** WHAT NEEDS TO BE DONE **
Show me every line in the listing that has the word "center".

*** Opening GIVEN ENTRIES ***

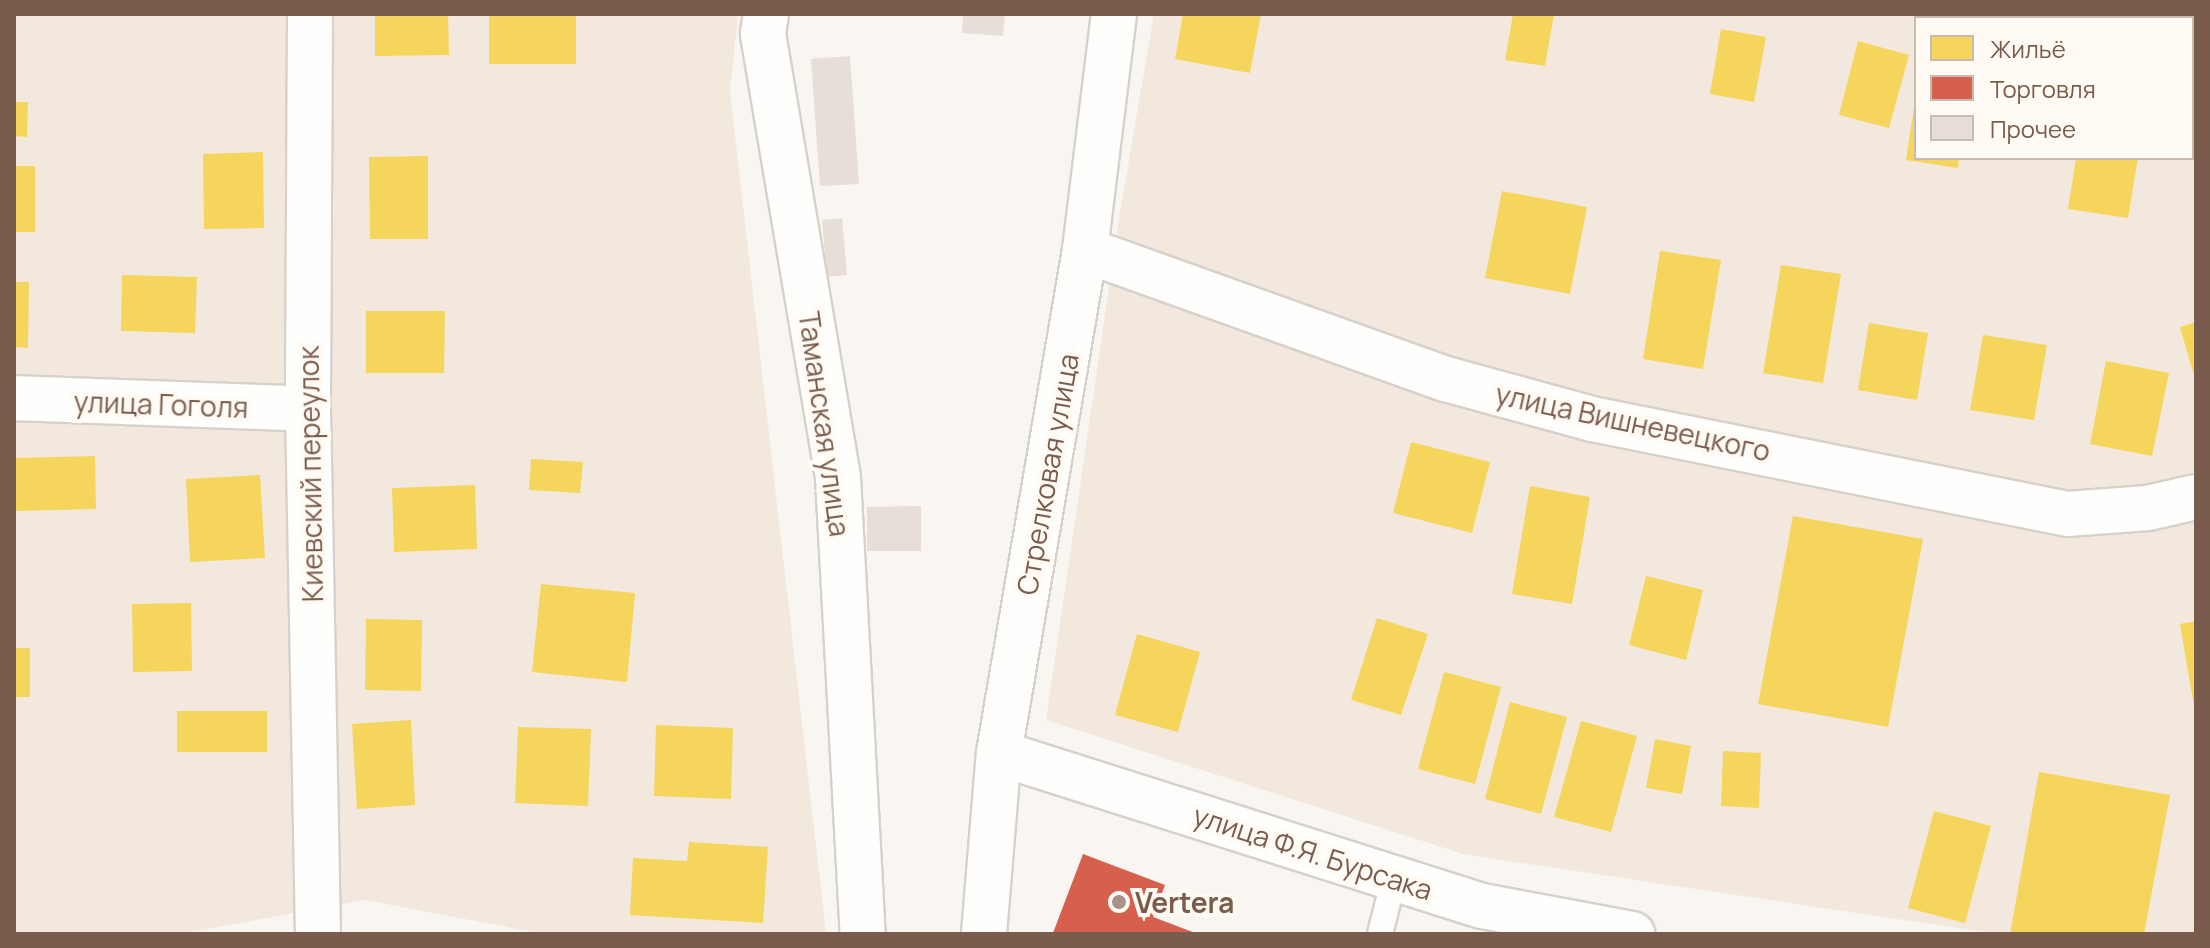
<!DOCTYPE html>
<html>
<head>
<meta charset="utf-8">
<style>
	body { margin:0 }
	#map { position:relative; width:2210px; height:948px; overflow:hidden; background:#f9f5f0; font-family:Manrope,sans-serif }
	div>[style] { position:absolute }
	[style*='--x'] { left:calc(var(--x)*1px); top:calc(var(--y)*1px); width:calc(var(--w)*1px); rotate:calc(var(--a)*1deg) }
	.residential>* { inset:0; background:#f2e8de }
	.homes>* { inset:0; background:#f6d55c }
	.shops>* { inset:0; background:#d6604d }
	.building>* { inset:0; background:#e6ded7 }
	.roads { filter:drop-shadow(2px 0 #d7d1cb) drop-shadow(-2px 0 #d7d1cb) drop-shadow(0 2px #d7d1cb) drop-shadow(0 -2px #d7d1cb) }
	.service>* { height:24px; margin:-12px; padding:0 12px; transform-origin:12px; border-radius:12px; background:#fefefd }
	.minor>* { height:44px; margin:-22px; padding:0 22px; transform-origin:22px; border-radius:22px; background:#fefefd }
	.dots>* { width:22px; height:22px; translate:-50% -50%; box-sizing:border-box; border:4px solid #fffaf3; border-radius:50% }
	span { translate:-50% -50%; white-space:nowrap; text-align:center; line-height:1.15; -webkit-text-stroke:8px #fffaf3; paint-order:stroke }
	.street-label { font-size:28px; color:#7a5c4d }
	.poi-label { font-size:28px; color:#7a5c4d; font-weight:700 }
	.left { translate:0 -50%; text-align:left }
	.frame { position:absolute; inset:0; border:16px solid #7a5c4d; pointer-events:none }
	.legend { position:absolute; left:1914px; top:16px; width:280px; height:144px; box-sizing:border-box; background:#fffaf3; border:2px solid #cabbb1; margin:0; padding:10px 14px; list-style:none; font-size:24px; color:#7a5c4d }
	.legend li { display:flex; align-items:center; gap:16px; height:40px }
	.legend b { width:40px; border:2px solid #cabbb1 }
</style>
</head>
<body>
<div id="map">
	<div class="residential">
		<i style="clip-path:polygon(14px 14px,738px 14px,730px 92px,826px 934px,544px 934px,365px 900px,181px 934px,14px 934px)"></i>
		<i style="clip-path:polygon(evenodd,1154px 14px,2196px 14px,2196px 934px,1997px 934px,1463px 854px,1046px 720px,1119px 219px,1154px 14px,1916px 18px,2192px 18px,2192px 158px,1916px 158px,1916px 18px)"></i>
	</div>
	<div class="homes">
		<i style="clip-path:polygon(375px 14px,448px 14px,449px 55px,375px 56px)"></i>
		<i style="clip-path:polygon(489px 14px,576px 14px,576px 64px,489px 64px)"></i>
		<i style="clip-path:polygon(1183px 14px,1261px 14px,1250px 73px,1175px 59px)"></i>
		<i style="clip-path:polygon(1513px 14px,1554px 14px,1545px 66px,1505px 60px)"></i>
		<i style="clip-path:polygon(1721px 29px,1766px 37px,1754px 102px,1710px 94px)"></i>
		<i style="clip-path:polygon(1858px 41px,1909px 55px,1889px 128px,1839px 115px)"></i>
		<i style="clip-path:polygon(2192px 87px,2196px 87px,2196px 158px,2192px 158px)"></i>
		<i style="clip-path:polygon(14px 102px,28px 102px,27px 137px,14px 136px)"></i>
		<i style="clip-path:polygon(1914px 107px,1916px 158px,1959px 158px,1958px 168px,1906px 160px)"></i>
		<i style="clip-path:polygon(263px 152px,264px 228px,204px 229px,203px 154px)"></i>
		<i style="clip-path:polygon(428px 156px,428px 239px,370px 239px,369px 157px)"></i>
		<i style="clip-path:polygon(2076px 158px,2138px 158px,2128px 218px,2068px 209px)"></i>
		<i style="clip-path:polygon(14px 166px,35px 166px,35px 232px,14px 232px)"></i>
		<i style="clip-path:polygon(1502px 191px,1587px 207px,1570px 294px,1485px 278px)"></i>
		<i style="clip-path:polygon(1660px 251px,1721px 260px,1703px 369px,1643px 359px)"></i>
		<i style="clip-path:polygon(1781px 265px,1841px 274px,1823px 383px,1763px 373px)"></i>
		<i style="clip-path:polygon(122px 275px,197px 277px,195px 333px,121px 331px)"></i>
		<i style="clip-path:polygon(14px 282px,29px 282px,28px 348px,14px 347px)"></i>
		<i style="clip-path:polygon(366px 311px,445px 311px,444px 373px,366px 373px)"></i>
		<i style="clip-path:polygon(2196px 322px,2196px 379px,2195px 379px,2180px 327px)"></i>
		<i style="clip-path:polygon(1869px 323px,1928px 333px,1917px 400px,1858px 390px)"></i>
		<i style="clip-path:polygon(1983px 335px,2047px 345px,2034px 420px,1970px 410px)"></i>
		<i style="clip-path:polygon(2106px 361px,2169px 373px,2152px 456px,2090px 444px)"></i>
		<i style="clip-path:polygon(1411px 442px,1490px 462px,1472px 533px,1393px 513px)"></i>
		<i style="clip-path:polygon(95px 456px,96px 509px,16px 511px,15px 458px)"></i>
		<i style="clip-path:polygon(531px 459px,583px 462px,580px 493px,529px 490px)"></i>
		<i style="clip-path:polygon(260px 475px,265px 558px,190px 562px,186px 479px)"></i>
		<i style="clip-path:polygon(475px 485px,477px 549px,394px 552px,392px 488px)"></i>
		<i style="clip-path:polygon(1530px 486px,1590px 497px,1572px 604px,1512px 594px)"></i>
		<i style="clip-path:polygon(1793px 516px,1923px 539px,1888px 727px,1758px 704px)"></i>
		<i style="clip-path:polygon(1646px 576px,1703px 590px,1686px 660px,1629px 645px)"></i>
		<i style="clip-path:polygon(541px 584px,635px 593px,627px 682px,532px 672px)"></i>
		<i style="clip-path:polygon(191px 603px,192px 671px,133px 672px,132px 604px)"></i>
		<i style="clip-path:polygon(1377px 618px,1428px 634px,1401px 715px,1351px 700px)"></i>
		<i style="clip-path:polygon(366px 619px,422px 620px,421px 691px,365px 690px)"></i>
		<i style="clip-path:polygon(2196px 621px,2196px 706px,2194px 706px,2180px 624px)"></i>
		<i style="clip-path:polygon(1137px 634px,1200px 652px,1178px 732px,1115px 715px)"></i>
		<i style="clip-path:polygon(14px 648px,30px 648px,30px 697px,14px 697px)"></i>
		<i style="clip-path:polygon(1444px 672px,1501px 687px,1475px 784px,1418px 769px)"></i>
		<i style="clip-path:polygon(1510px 702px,1567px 717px,1541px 814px,1485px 799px)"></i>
		<i style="clip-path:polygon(177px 711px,267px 711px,267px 752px,177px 752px)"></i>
		<i style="clip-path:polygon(411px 720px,415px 805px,357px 809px,352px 724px)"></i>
		<i style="clip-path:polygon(1581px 721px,1637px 736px,1611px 832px,1554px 817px)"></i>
		<i style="clip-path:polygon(656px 725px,733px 728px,731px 799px,654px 796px)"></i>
		<i style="clip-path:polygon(518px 727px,591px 729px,588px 806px,515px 803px)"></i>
		<i style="clip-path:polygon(1655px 739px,1691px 746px,1682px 794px,1646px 788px)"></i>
		<i style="clip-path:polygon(1723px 751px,1761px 753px,1759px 808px,1721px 806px)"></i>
		<i style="clip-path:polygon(2039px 772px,2170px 795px,2144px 934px,2010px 934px)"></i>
		<i style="clip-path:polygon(1934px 811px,1991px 826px,1965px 923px,1908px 908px)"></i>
		<i style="clip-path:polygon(689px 842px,768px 847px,763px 923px,630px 915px,633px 858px,687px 861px)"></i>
	</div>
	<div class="shops">
		<i style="clip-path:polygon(1083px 854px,1165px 885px,1153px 917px,1198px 934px,1053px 933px)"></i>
	</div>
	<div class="building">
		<i style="clip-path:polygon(963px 14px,1005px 14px,1003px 36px,962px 33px)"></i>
		<i style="clip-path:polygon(850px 56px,859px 184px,820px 186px,811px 59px)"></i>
		<i style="clip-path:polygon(842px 218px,847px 275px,827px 277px,822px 220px)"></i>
		<i style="clip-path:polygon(921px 506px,921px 551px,867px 551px,867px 507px)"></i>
	</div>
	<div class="roads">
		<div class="service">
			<i style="--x:1380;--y:934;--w:58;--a:-76"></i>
		</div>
		<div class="minor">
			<i style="--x:310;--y:14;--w:395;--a:90.3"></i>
			<i style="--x:308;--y:409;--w:525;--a:88.91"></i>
			<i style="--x:766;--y:14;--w:20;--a:99"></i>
			<i style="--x:763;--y:34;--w:450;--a:80.4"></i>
			<i style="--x:838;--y:478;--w:457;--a:86.9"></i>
			<i style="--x:1085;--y:250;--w:383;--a:19.7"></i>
			<i style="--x:1446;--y:379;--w:151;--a:15.3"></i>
			<i style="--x:1592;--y:419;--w:485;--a:11.3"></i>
			<i style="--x:2068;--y:514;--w:80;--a:-4.3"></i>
			<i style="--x:2148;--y:508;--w:49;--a:-12.9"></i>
			<i style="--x:14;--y:398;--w:294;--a:2.1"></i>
			<i style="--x:999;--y:753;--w:507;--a:17.58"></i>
			<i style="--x:1482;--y:906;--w:153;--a:10.6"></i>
			<i style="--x:984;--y:934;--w:182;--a:-85.3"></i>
			<i style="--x:999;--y:753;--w:510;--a:-80.3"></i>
			<i style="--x:1085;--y:250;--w:238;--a:-83"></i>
		</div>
	</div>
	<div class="dots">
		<i style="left:1119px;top:902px;background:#a69286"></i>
	</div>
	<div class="street-label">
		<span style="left:161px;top:404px;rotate:2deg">улица Гоголя</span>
		<span style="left:1633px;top:422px;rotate:12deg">улица Вишневецкого</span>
		<span style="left:825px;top:424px;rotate:82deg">Таманская улица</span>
		<span style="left:310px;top:474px;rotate:-91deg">Киевский переулок</span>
		<span style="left:1047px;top:474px;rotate:-80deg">Стрелковая улица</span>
		<span style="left:1313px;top:852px;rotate:18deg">улица Ф.Я. Бурсака</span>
	</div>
	<div class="poi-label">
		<span class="left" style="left:1135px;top:902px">Vertera</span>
	</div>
	<div class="frame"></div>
	<ul class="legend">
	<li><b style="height:22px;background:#f6d55c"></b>Жильё</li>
	<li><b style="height:22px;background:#d6604d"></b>Торговля</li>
	<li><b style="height:22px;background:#e6ded7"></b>Прочее</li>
	</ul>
</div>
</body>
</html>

*** Closing GIVEN ENTRIES ***

** TASK ANSWER **
	span { translate:-50% -50%; white-space:nowrap; text-align:center; line-height:1.15; -webkit-text-stroke:8px #fffaf3; paint-order:stroke }
	.legend li { display:flex; align-items:center; gap:16px; height:40px }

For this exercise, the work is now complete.